* Source material *

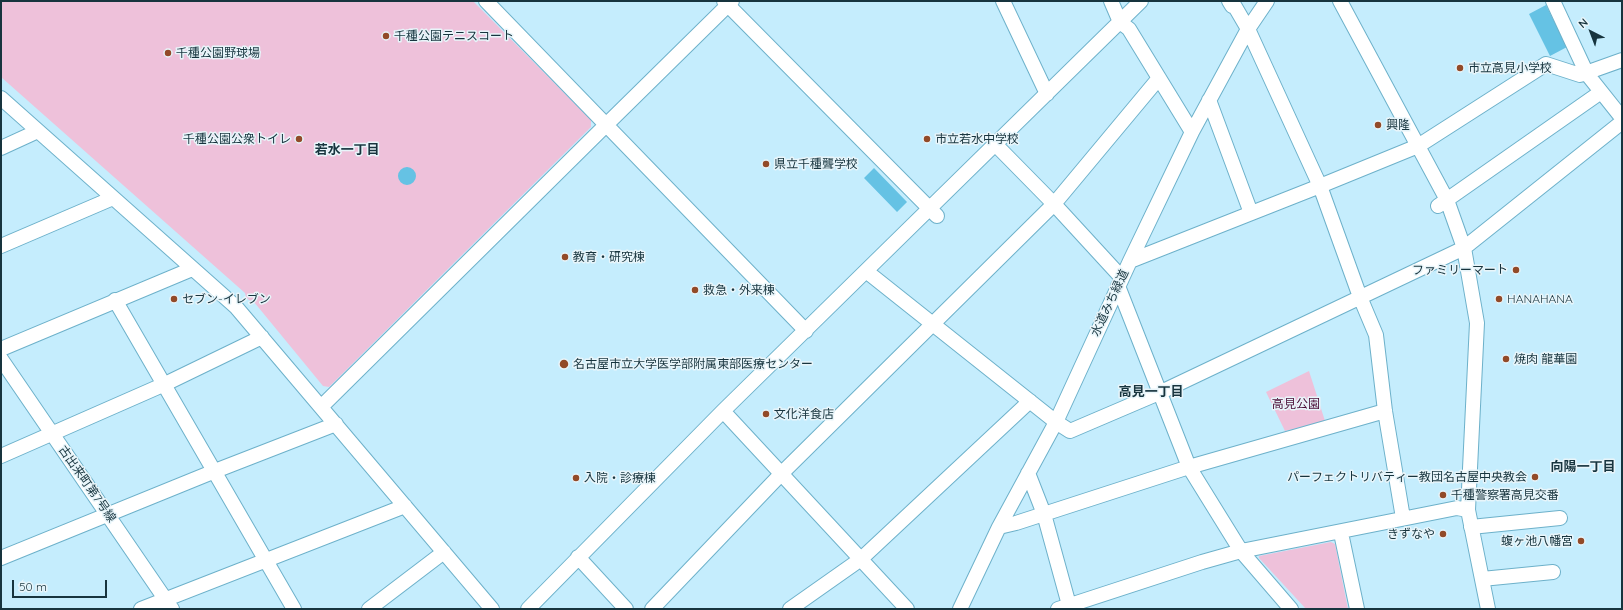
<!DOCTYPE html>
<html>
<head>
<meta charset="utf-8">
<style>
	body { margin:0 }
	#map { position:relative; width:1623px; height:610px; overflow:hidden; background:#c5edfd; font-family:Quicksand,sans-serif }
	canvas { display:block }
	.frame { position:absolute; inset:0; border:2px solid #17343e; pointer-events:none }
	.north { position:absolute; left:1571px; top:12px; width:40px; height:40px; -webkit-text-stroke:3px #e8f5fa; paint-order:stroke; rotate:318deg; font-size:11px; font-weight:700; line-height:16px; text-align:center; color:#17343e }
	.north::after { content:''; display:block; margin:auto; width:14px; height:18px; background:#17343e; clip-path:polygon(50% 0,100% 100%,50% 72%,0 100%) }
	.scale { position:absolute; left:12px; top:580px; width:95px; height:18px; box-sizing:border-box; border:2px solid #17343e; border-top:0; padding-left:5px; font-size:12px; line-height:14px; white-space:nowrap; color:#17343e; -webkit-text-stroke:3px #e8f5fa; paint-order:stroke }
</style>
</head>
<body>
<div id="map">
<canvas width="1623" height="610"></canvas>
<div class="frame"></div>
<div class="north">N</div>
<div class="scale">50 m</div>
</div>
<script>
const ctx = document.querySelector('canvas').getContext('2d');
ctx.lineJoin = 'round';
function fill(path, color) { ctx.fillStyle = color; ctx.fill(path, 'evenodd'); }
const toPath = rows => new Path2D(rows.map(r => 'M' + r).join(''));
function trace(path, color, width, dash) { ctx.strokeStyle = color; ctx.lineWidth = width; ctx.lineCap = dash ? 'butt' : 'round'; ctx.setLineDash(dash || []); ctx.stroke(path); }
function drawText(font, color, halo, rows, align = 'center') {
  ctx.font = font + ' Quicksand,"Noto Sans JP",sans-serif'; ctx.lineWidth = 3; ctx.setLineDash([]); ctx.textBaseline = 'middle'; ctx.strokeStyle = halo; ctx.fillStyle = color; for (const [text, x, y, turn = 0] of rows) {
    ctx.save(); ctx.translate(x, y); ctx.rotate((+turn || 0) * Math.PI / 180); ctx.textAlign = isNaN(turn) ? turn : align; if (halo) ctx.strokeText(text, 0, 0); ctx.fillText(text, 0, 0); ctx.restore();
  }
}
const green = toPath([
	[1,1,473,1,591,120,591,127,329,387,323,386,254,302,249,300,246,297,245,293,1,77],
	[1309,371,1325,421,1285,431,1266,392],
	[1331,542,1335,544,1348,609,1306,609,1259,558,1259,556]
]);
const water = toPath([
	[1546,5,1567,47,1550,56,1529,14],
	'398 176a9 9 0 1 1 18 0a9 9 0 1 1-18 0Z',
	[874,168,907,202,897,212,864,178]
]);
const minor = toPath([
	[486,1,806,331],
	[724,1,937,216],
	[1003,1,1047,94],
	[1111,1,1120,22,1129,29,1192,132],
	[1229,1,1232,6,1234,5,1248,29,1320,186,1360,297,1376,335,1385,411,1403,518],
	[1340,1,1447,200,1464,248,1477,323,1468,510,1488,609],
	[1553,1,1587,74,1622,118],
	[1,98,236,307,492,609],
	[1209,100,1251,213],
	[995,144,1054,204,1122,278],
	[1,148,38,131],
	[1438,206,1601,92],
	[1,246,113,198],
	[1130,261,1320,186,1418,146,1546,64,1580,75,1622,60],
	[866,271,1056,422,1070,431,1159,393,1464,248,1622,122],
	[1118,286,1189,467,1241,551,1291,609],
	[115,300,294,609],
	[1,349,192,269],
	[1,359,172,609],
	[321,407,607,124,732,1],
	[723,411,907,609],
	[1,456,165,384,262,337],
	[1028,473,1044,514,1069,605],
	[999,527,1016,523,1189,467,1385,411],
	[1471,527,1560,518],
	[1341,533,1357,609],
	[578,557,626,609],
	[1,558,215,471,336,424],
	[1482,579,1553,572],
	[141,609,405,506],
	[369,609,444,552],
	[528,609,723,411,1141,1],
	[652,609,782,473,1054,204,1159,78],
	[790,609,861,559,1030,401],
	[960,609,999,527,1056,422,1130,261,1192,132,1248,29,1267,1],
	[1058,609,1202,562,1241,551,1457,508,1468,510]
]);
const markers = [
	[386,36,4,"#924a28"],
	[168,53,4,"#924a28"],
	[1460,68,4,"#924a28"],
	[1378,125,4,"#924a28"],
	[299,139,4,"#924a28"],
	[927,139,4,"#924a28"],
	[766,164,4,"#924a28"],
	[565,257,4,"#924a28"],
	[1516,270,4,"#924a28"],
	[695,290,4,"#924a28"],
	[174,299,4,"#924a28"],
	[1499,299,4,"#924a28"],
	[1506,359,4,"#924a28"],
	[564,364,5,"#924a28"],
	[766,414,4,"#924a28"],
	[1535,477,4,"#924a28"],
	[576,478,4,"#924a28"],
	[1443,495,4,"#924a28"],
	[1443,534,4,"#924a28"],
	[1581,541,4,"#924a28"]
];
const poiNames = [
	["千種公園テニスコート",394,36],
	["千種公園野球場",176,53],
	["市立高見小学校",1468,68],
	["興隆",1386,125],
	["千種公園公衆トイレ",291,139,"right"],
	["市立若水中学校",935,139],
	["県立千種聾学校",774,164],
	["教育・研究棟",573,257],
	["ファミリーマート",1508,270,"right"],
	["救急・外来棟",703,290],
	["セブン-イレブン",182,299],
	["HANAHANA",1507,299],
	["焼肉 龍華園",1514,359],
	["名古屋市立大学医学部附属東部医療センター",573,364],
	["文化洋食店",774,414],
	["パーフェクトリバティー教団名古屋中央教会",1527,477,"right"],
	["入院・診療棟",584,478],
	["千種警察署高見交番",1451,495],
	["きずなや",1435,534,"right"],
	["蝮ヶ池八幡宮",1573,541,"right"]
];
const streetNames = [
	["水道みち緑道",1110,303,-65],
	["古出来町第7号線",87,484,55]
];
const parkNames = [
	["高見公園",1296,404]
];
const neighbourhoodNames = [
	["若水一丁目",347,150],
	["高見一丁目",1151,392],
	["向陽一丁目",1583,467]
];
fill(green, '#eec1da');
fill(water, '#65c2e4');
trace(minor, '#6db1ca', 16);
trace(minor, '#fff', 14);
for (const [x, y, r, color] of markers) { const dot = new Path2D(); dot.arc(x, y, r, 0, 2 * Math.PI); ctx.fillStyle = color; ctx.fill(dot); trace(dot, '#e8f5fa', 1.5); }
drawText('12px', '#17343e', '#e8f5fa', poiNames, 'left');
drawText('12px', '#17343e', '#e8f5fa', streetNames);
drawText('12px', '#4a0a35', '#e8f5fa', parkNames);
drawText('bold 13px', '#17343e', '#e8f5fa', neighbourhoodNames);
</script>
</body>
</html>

---

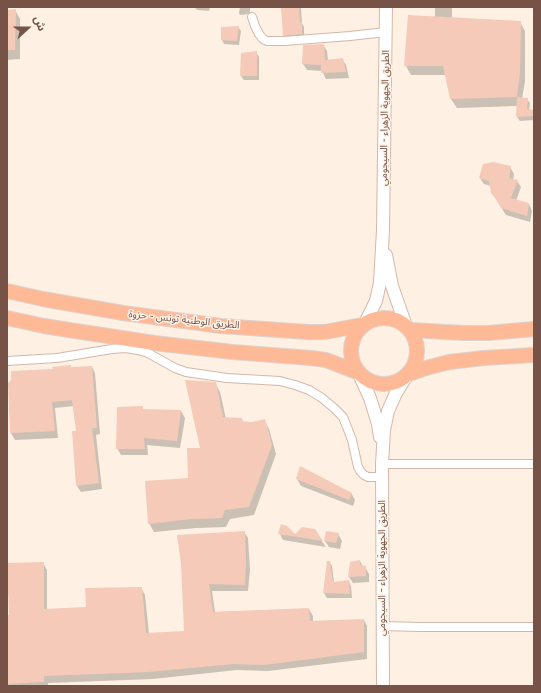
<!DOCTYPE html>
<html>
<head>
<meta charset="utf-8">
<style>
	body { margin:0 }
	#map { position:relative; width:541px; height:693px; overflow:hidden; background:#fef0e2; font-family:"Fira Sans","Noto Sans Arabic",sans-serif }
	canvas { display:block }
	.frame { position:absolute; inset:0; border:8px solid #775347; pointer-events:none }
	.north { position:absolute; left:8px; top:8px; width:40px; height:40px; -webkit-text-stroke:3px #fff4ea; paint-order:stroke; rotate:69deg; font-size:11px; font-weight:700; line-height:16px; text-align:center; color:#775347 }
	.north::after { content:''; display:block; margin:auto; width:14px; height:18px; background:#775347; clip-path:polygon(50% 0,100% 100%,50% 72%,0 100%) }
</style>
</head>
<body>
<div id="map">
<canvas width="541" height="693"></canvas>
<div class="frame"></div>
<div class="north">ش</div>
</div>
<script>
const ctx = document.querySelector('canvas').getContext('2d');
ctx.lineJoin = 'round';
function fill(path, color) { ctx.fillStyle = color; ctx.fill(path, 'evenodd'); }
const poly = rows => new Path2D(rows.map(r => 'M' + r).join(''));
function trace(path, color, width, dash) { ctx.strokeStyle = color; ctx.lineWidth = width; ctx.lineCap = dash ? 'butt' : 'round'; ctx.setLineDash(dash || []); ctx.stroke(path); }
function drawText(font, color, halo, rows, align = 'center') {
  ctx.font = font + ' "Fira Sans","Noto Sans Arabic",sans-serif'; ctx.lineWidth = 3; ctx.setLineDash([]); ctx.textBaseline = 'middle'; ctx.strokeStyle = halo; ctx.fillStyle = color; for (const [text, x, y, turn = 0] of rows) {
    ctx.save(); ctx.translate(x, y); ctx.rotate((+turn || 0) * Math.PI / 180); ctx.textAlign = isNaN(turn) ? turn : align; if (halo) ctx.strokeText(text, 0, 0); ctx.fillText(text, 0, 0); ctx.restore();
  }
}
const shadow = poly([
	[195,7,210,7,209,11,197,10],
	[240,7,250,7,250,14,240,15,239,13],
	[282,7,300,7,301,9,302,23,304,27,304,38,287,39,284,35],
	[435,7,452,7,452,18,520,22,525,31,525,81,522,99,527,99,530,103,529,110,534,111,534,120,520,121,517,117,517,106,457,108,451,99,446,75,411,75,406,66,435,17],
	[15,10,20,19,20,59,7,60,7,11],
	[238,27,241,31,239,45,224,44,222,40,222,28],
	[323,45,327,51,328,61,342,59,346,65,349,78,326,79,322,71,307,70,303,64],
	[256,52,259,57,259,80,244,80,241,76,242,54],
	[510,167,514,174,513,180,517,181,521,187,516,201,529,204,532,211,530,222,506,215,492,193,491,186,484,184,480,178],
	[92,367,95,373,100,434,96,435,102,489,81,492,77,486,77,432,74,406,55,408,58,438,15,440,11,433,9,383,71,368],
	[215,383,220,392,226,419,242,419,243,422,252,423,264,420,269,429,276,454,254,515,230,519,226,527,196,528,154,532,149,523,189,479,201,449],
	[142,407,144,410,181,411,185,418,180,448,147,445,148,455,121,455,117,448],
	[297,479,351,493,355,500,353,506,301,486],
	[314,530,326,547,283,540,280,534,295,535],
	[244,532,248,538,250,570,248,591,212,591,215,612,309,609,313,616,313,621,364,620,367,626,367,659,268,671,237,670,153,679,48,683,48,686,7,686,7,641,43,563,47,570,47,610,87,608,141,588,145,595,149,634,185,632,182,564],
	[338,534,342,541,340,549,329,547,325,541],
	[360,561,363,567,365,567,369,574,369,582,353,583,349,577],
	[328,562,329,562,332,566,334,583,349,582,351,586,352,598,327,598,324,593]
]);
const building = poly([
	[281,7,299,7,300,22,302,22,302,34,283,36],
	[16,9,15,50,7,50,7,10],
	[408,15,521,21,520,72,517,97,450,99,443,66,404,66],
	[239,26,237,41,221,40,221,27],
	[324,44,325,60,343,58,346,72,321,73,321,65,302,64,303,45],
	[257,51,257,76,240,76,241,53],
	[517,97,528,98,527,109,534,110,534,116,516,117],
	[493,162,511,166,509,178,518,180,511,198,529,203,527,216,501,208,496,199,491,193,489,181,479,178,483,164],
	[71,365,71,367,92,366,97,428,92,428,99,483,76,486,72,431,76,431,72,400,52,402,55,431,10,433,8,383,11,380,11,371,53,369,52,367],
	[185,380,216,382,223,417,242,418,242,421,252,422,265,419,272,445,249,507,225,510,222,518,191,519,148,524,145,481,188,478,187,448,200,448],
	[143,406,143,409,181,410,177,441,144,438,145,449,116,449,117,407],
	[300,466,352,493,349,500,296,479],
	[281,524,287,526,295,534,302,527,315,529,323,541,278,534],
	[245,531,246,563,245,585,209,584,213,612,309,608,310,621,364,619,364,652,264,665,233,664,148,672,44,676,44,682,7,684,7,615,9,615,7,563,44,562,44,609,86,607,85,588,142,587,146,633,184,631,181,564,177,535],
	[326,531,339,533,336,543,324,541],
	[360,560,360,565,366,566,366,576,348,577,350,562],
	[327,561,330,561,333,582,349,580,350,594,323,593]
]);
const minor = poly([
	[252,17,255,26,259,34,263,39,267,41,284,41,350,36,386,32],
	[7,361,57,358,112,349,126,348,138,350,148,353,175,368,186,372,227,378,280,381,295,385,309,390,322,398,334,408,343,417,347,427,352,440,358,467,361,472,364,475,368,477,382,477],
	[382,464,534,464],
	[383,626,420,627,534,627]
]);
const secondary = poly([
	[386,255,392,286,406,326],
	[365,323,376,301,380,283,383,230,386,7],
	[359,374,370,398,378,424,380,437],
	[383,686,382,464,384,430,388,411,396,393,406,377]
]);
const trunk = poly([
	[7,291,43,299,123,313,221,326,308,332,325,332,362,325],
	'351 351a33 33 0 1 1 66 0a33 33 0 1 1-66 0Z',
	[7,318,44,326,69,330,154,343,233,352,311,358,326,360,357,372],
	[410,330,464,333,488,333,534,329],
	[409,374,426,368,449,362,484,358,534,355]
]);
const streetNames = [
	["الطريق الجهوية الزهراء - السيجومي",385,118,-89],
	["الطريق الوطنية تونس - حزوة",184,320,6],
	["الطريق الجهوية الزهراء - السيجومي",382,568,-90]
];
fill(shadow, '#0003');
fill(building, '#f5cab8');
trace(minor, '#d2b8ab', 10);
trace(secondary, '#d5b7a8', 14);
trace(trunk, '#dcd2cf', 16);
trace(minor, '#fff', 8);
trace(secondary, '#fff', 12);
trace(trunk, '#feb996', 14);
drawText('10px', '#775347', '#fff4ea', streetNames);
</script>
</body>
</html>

* Instructions for the task *
Look through the entries and find each line that has the string "rows". Copy those lines.

* Output below *
const toPath = rows => new Path2D(rows.map(r => 'M' + r).join(''));
function drawText(font, color, halo, rows, align = 'center') {
  ctx.font = font + ' Quicksand,"Noto Sans JP",sans-serif'; ctx.lineWidth = 3; ctx.setLineDash([]); ctx.textBaseline = 'middle'; ctx.strokeStyle = halo; ctx.fillStyle = color; for (const [text, x, y, turn = 0] of rows) {
const poly = rows => new Path2D(rows.map(r => 'M' + r).join(''));
function drawText(font, color, halo, rows, align = 'center') {
  ctx.font = font + ' "Fira Sans","Noto Sans Arabic",sans-serif'; ctx.lineWidth = 3; ctx.setLineDash([]); ctx.textBaseline = 'middle'; ctx.strokeStyle = halo; ctx.fillStyle = color; for (const [text, x, y, turn = 0] of rows) {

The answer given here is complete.